Here at sheMD, we believe in the importance of practicing Evidence-Based Medicine. We believe the same principles apply to discussing Gender and Medical Education. Therefore, we are bringing you an entire Journal Club series! Our series will focus on foundational and new literature within the gender and medicine space.
Why is this article important?
Female physicians are more likely than male physicians to start working full time and have less professional working hours overall. One possible contributing factor to this issue is an imbalance between work and the number of hours spent on domestic duties between male and female physicians.
What they looked at: The authors of this study look at the time spent on work and domestic duties for male and female primary care physicians with children at home to see if there were differences. It is important to note that this study was performed in Canada, not in the USA. However domestic duties would be unlikely to differ greatly between the USA and Canada, so this can likely be applied to our population as well.
How they measured things: Physicians were asked to estimate the average number of hours spent weekly on professional activities, on domestic tasks, and on childcare.
What were their outcomes:
They found that women with children spent significantly more time performing childcare duties each week. Female physicians with children spent approximately 39.7 hours per week on childcare, while male physicians with children spent approximately 11.4 hours per week on childcare.

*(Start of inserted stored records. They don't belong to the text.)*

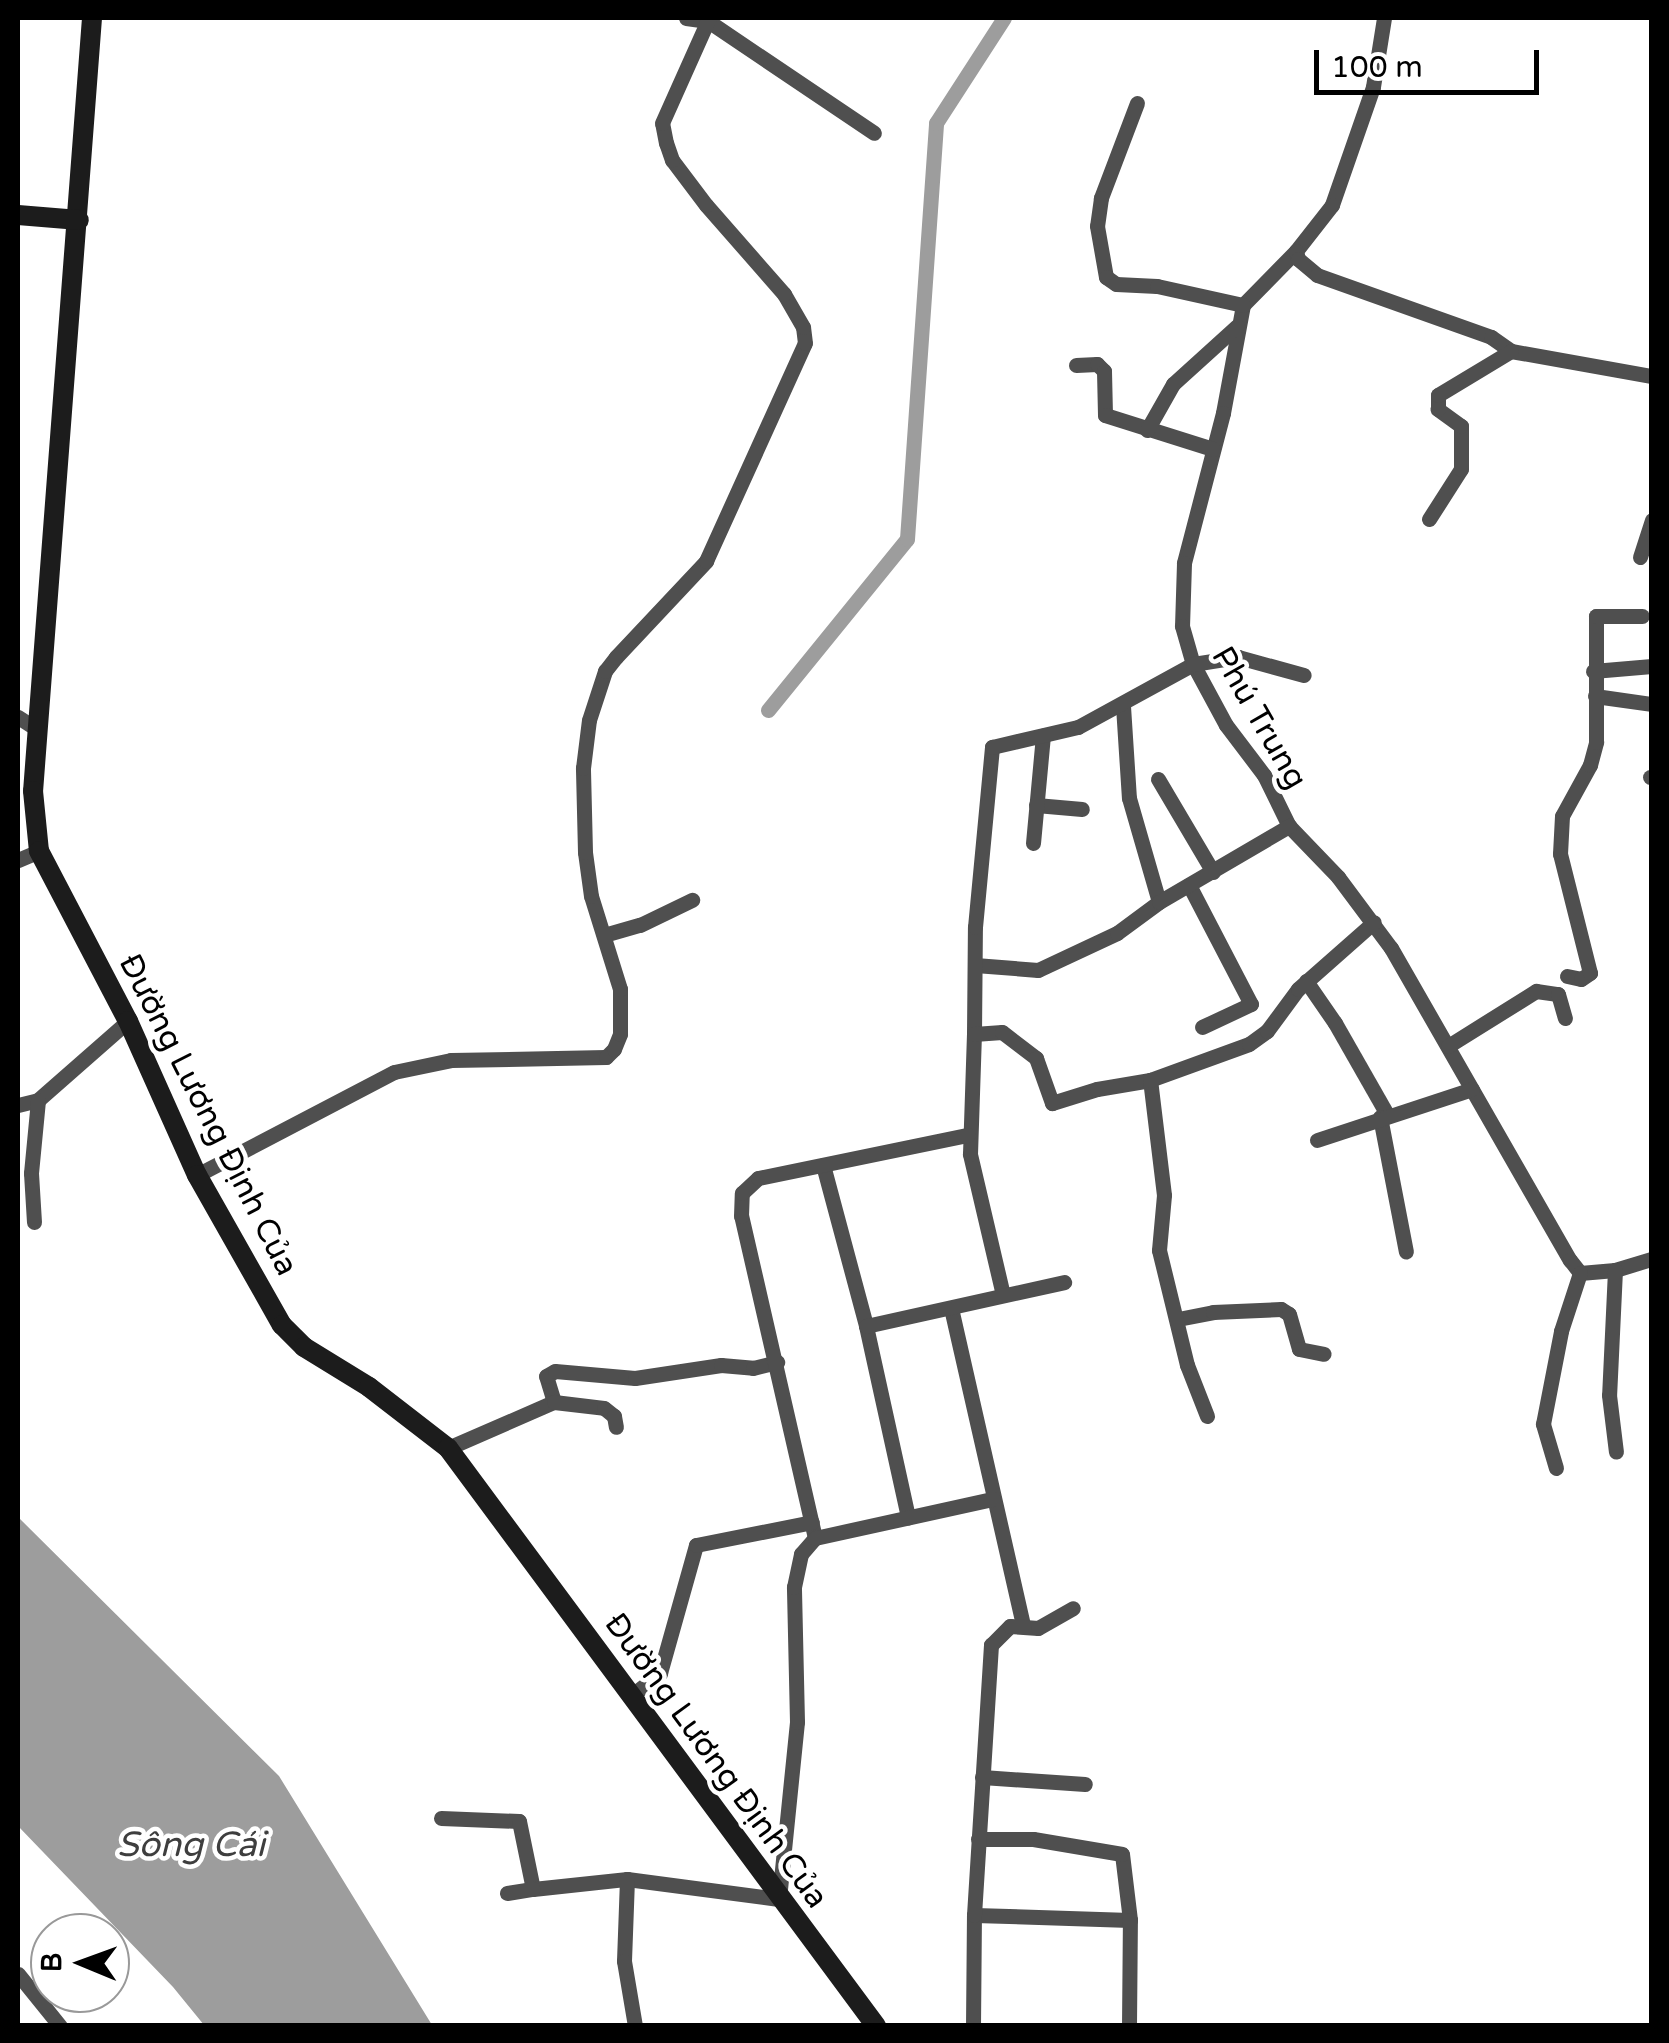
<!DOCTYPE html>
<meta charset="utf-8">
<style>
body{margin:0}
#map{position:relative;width:1669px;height:2043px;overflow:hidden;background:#fff;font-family:"Varela Round",sans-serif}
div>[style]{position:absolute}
.water>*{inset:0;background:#9d9d9d}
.canal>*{height:15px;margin:-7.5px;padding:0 7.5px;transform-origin:7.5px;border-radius:7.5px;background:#9d9d9d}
.street>*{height:15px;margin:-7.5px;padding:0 7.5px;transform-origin:7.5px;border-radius:7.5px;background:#4f4f4f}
.secondary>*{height:20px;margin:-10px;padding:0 10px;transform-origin:10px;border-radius:10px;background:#1c1c1c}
span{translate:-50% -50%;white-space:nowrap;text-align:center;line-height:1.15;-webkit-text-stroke:9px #fff;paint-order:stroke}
.street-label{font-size:32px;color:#000}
.water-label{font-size:35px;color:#3e3e3e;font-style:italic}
.frame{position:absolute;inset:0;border:20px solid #000;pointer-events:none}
.north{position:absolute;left:30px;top:1913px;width:100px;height:100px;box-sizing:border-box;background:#fff;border:2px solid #999;border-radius:50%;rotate:271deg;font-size:28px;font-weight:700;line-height:40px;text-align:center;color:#000}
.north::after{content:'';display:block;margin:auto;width:35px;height:45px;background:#000;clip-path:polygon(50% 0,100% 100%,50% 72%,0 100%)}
.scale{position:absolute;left:1314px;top:50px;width:225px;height:45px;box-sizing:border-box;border:5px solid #000;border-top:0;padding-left:12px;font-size:30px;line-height:35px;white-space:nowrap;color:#000;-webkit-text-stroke:8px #fff;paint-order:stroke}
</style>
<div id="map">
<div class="water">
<i style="clip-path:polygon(18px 1517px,279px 1776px,432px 2025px,204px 2025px,173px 1987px,18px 1826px)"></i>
</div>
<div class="canal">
<i style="left:768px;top:710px;width:220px;rotate:-50.9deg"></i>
<i style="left:907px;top:539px;width:417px;rotate:-86deg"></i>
<i style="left:936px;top:123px;width:125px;rotate:-57.1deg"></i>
</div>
<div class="street">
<i style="left:686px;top:18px;width:22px;rotate:8deg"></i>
<i style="left:708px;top:21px;width:200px;rotate:34deg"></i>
<i style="left:1384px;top:18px;width:70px;rotate:99.1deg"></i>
<i style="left:1373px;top:87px;width:125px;rotate:109.2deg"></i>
<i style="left:1332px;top:205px;width:58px;rotate:128deg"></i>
<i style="left:1296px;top:251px;width:76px;rotate:134.5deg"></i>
<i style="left:1243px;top:305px;width:110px;rotate:100.5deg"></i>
<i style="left:1223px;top:413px;width:155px;rotate:104.6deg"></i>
<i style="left:1184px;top:563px;width:63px;rotate:91.8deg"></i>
<i style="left:1182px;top:626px;width:40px;rotate:74deg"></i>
<i style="left:1193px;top:664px;width:69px;rotate:61.6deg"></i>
<i style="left:1226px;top:725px;width:63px;rotate:52.8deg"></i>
<i style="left:1264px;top:775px;width:57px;rotate:63.9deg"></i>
<i style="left:1289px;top:826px;width:71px;rotate:46.1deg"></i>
<i style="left:1338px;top:877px;width:89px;rotate:53.3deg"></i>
<i style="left:1391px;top:948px;width:360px;rotate:60.2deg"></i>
<i style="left:1570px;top:1260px;width:16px;rotate:52deg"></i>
<i style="left:1580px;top:1273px;width:35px;rotate:-5deg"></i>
<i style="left:1615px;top:1270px;width:39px;rotate:-17deg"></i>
<i style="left:1137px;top:103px;width:102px;rotate:110.8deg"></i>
<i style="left:1101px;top:198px;width:28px;rotate:98deg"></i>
<i style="left:1097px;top:226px;width:52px;rotate:80deg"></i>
<i style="left:1106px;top:277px;width:12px;rotate:35deg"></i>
<i style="left:1116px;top:284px;width:41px;rotate:2.8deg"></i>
<i style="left:1157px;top:286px;width:88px;rotate:12.5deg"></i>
<i style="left:1296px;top:251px;width:8px;rotate:76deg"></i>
<i style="left:1298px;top:259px;width:25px;rotate:40deg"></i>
<i style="left:1317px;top:275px;width:185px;rotate:19.6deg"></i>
<i style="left:1491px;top:337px;width:24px;rotate:35deg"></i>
<i style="left:1511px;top:351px;width:143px;rotate:10.1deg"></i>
<i style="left:1076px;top:365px;width:21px;rotate:-3deg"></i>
<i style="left:1097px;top:364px;width:10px;rotate:45deg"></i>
<i style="left:1104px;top:371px;width:44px;rotate:88.7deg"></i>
<i style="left:1105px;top:415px;width:113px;rotate:17.5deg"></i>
<i style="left:1147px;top:430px;width:53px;rotate:-60.5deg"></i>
<i style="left:1173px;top:384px;width:86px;rotate:-42.2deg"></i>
<i style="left:1429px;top:519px;width:59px;rotate:-57.4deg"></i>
<i style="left:1461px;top:469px;width:43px;rotate:-90deg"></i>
<i style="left:1461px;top:426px;width:29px;rotate:-144deg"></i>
<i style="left:1438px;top:409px;width:14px;rotate:-90deg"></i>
<i style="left:1438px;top:395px;width:85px;rotate:-31.1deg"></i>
<i style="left:1640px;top:557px;width:39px;rotate:-72deg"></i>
<i style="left:1593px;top:671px;width:59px;rotate:-4.8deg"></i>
<i style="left:1595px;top:696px;width:58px;rotate:8deg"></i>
<i style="left:1123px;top:706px;width:92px;rotate:86.3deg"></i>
<i style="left:1129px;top:798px;width:108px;rotate:73.9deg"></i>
<i style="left:18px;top:717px;width:24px;rotate:33deg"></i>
<i style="left:1650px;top:777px;width:2px"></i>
<i style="left:1158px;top:779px;width:108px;rotate:59.4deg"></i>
<i style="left:1036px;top:805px;width:46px;rotate:5deg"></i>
<i style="left:1033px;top:843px;width:108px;rotate:-84.7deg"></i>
<i style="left:18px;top:860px;width:23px;rotate:-23deg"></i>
<i style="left:1189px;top:885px;width:134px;rotate:62.5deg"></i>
<i style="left:1251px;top:1004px;width:54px;rotate:154.9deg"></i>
<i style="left:604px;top:935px;width:37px;rotate:-16deg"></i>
<i style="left:640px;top:925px;width:58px;rotate:-25.7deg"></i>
<i style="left:975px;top:965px;width:63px;rotate:4.5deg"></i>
<i style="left:1038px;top:970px;width:87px;rotate:-25.1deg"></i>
<i style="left:1117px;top:933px;width:52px;rotate:-36.4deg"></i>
<i style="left:1159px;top:902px;width:151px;rotate:-30.3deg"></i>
<i style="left:1567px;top:976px;width:14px;rotate:12deg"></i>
<i style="left:1581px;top:979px;width:11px;rotate:-34deg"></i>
<i style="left:1590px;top:973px;width:123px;rotate:-104.1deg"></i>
<i style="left:1560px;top:854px;width:38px;rotate:-87deg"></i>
<i style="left:1562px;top:816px;width:58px;rotate:-61.2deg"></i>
<i style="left:1590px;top:765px;width:24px;rotate:-75deg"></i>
<i style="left:1596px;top:742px;width:126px;rotate:-90deg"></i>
<i style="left:1596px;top:616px;width:46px"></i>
<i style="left:1306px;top:981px;width:51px;rotate:55.4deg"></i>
<i style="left:1335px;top:1023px;width:105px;rotate:60.3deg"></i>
<i style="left:974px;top:1034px;width:107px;rotate:-89.5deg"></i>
<i style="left:975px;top:927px;width:181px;rotate:-84.6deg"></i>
<i style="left:992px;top:747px;width:88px;rotate:-13.1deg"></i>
<i style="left:1078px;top:727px;width:131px;rotate:-28.7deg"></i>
<i style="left:1193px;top:664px;width:46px;rotate:-8.8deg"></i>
<i style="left:1238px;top:657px;width:68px;rotate:15.3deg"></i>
<i style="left:1448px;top:1046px;width:104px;rotate:-32deg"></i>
<i style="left:1536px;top:991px;width:22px;rotate:8deg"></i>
<i style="left:1558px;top:994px;width:25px;rotate:74deg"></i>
<i style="left:18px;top:1105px;width:21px;rotate:-14deg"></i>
<i style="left:38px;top:1100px;width:120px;rotate:-41.3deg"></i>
<i style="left:1380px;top:1117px;width:137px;rotate:79.1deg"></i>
<i style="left:1317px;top:1140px;width:163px;rotate:-18.2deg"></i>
<i style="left:823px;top:1165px;width:167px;rotate:75deg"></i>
<i style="left:866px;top:1326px;width:196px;rotate:77.6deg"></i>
<i style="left:197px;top:1175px;width:222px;rotate:-27.6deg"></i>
<i style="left:394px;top:1072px;width:58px;rotate:-11.9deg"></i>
<i style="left:451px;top:1060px;width:155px;rotate:-1.1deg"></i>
<i style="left:606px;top:1057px;width:11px;rotate:-45deg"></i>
<i style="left:614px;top:1049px;width:16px;rotate:-68deg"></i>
<i style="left:620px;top:1034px;width:45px;rotate:-90deg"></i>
<i style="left:620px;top:989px;width:97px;rotate:-107.3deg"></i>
<i style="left:591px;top:896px;width:44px;rotate:-97.8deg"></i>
<i style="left:585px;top:852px;width:84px;rotate:-91.4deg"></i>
<i style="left:583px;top:768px;width:48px;rotate:-82.9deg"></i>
<i style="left:589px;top:720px;width:52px;rotate:-71.9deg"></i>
<i style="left:605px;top:671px;width:18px;rotate:-52deg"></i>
<i style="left:616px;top:657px;width:132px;rotate:-46.8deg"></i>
<i style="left:706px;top:561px;width:239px;rotate:-65.6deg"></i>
<i style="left:805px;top:343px;width:16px;rotate:-97deg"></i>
<i style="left:803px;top:327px;width:38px;rotate:-120deg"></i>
<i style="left:784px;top:294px;width:118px;rotate:-131.2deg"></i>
<i style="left:706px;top:205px;width:56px;rotate:-127.1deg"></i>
<i style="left:672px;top:160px;width:18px;rotate:-109deg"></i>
<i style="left:666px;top:143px;width:20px;rotate:-101deg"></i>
<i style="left:662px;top:123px;width:115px;rotate:-65.9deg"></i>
<i style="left:34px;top:1222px;width:49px;rotate:-93.5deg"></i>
<i style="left:31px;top:1173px;width:73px;rotate:-84.5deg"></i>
<i style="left:1615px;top:1270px;width:125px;rotate:92.7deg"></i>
<i style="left:1609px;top:1395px;width:57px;rotate:83deg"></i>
<i style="left:1003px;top:1295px;width:145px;rotate:-103.2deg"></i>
<i style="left:970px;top:1154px;width:120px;rotate:-88.1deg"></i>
<i style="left:974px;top:1034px;width:28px;rotate:-4deg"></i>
<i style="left:1002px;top:1032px;width:43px;rotate:37.4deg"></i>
<i style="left:1036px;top:1058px;width:48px;rotate:70.4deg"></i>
<i style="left:1052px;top:1103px;width:47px;rotate:-17.3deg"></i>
<i style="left:1097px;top:1089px;width:54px;rotate:-9.6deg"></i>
<i style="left:951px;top:1308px;width:326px;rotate:77.2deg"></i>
<i style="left:1178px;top:1319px;width:36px;rotate:-11deg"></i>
<i style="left:1213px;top:1312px;width:68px;rotate:-2.5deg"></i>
<i style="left:1281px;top:1309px;width:9px;rotate:32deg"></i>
<i style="left:1289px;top:1314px;width:36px;rotate:74deg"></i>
<i style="left:1299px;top:1349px;width:25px;rotate:11deg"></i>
<i style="left:866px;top:1326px;width:203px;rotate:-12.5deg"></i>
<i style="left:554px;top:1402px;width:27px;rotate:-107deg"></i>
<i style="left:546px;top:1376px;width:10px;rotate:-29deg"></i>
<i style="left:555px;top:1371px;width:80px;rotate:5deg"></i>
<i style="left:635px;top:1378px;width:87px;rotate:-8.6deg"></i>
<i style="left:721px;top:1365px;width:32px;rotate:5deg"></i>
<i style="left:753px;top:1368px;width:25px;rotate:-14deg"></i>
<i style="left:1207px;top:1416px;width:55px;rotate:-111.4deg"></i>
<i style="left:1187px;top:1365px;width:118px;rotate:-103.7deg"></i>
<i style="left:1159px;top:1250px;width:55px;rotate:-84.8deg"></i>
<i style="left:1164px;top:1195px;width:116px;rotate:-96.9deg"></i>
<i style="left:1150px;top:1080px;width:105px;rotate:-20deg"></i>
<i style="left:1249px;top:1044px;width:22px;rotate:-36deg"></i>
<i style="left:1267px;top:1031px;width:52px;rotate:-53.6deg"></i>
<i style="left:1298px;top:989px;width:101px;rotate:-41.4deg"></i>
<i style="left:448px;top:1448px;width:116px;rotate:-23.5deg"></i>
<i style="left:554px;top:1402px;width:50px;rotate:6.8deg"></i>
<i style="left:604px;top:1408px;width:13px;rotate:39deg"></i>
<i style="left:614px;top:1416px;width:11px;rotate:80deg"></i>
<i style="left:1556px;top:1468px;width:46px;rotate:-106.5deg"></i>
<i style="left:1543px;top:1424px;width:95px;rotate:-79deg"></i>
<i style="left:1561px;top:1331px;width:61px;rotate:-71.9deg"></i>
<i style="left:815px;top:1538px;width:330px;rotate:-102.9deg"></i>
<i style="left:741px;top:1216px;width:23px;rotate:-88deg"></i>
<i style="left:742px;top:1193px;width:22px;rotate:-43deg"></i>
<i style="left:758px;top:1178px;width:214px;rotate:-11.6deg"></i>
<i style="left:631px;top:1696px;width:37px;rotate:-38deg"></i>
<i style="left:660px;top:1673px;width:133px;rotate:-74.3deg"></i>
<i style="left:696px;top:1545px;width:118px;rotate:-11.2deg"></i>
<i style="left:982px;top:1777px;width:103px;rotate:3.9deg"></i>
<i style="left:441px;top:1818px;width:78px;rotate:2.2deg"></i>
<i style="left:519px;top:1821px;width:69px;rotate:78.4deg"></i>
<i style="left:533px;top:1889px;width:95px;rotate:-6.1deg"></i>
<i style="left:627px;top:1879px;width:153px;rotate:7.5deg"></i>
<i style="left:779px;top:1899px;width:178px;rotate:-84.2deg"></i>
<i style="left:797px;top:1722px;width:135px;rotate:-91.3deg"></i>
<i style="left:794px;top:1587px;width:34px;rotate:-78deg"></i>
<i style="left:801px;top:1554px;width:21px;rotate:-49deg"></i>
<i style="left:815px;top:1538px;width:182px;rotate:-12.4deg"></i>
<i style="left:627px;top:1879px;width:82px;rotate:92.1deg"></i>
<i style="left:624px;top:1961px;width:66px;rotate:80.4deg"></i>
<i style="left:507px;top:1893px;width:26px;rotate:-9deg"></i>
<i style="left:974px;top:1915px;width:156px;rotate:1.8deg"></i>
<i style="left:1130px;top:1920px;width:66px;rotate:-96.9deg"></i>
<i style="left:1122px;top:1854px;width:90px;rotate:-170.4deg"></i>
<i style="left:1033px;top:1839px;width:55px;rotate:180deg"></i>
<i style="left:18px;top:1974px;width:67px;rotate:51.1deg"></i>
<i style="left:973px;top:2026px;width:111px;rotate:-89.5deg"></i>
<i style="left:974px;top:1915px;width:271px;rotate:-86.4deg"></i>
<i style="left:991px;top:1645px;width:27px;rotate:-45deg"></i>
<i style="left:1010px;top:1626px;width:28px;rotate:4deg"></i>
<i style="left:1038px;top:1628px;width:40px;rotate:-29.7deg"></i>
<i style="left:1129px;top:2026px;width:106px;rotate:-89.5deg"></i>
</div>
<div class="secondary">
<i style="left:92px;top:18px;width:775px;rotate:94.36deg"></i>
<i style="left:33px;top:791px;width:60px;rotate:84.3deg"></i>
<i style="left:39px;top:851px;width:192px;rotate:62.4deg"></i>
<i style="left:128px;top:1021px;width:169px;rotate:65.9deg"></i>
<i style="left:197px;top:1175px;width:172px;rotate:60.5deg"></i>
<i style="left:282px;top:1325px;width:31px;rotate:45deg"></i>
<i style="left:304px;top:1347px;width:76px;rotate:31.6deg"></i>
<i style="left:369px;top:1387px;width:100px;rotate:37.7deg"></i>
<i style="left:448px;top:1448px;width:719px;rotate:53.48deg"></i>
<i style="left:18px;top:215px;width:61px;rotate:4.7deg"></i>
</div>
<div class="street-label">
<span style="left:1259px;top:718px;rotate:60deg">Phú Trung</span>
<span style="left:208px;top:1115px;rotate:63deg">Đường Lương Định Của</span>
<span style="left:716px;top:1761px;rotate:54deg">Đường Lương Định Của</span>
</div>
<div class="water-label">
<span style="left:191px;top:1845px">Sông Cái</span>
</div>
<div class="frame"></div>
<div class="north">B</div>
<div class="scale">100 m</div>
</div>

On household duties, women (with or without children) averaged 10.9 hours per week vs men (with or without children) who averaged 7.6 hours, however this difference was not statistically significant.
When they totaled professional hours, domestic duties and childcare, women performed 90.5 hours per week total vs men at 68.8 hours per week, which was a statistically significant difference. They found that male physicians were 4 times more likely to have a spouse that was unemployed or had part-time employment (only 30% had full-time working spouses), whereas female physicians were much more likely to have a spouse that was employed full-time (85.3%).
Why do we care about this article?
What does this mean?
This is the first study to give quantitative data to the idea that home duties contribute to a decrease in female physician working hours and give specific data to the breakdown of the hours spent.
How does this apply to us?
This data may provide an explanation as to why females are less involved in voluntary professional activities early in their career. Such involvement is a known factor in career advancement and may explain some of the differences between genders in leadership in medicine.
Take Home Point
Though all physicians with families have home responsibilities, female physicians spend markedly more hours of time on them, leading to decreased time spent on professional responsibilities and a possible factor in gender bias in medicine.
Hitti E, Hadid D, Khoury SJ, Tamim H, Makki M, Karam CM. Domestic tethers: Gender differences in career paths and domestic responsibilities of top-research medical school graduates. PLoS One. 2022 Apr 20;17(4):e0267288. doi: 10.1371/journal.pone.0267288. PMID: 35442989; PMCID: PMC9020711.
Pearson C, Levine M, Messman A, Chopra T, Awali R, Robb L, Melikian R, Janis A, Levine DL. Understanding the Impact of COVID-19 on Physician Moms. Disaster Med Public Health Prep. 2022 Oct;16(5):2049-2055. doi: 10.1017/dmp.2021.49. Epub 2021 Feb 16. PMID: 33588979; PMCID: PMC8485042.
Wang C, Sweetman A. Gender, family status and physician labour supply. Soc Sci Med. 2013 Oct;94:17-25. doi: 10.1016/j.socscimed.2013.06.018. Epub 2013 Jun 25. PMID: 23931941.